Your assignment.
Reproduce each line of the listing exactly.

Input data.
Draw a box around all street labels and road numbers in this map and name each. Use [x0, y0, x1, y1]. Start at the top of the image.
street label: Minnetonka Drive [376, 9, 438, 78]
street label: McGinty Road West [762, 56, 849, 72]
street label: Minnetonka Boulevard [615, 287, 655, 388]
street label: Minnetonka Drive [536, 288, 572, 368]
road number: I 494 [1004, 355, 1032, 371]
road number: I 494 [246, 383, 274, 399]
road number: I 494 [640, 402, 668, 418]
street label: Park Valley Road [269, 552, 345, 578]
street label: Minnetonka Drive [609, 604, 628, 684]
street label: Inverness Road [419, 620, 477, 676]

Task result.
Draw a box around all street labels and road numbers in this map and name each. Use [x0, y0, x1, y1]. Start at the top of the image.
street label: Minnetonka Drive [376, 9, 438, 78]
street label: McGinty Road West [762, 56, 849, 72]
street label: Minnetonka Boulevard [615, 287, 655, 388]
street label: Minnetonka Drive [536, 288, 572, 368]
road number: I 494 [1004, 355, 1032, 371]
road number: I 494 [246, 383, 274, 399]
road number: I 494 [640, 402, 668, 418]
street label: Park Valley Road [269, 552, 345, 578]
street label: Minnetonka Drive [609, 604, 628, 684]
street label: Inverness Road [419, 620, 477, 676]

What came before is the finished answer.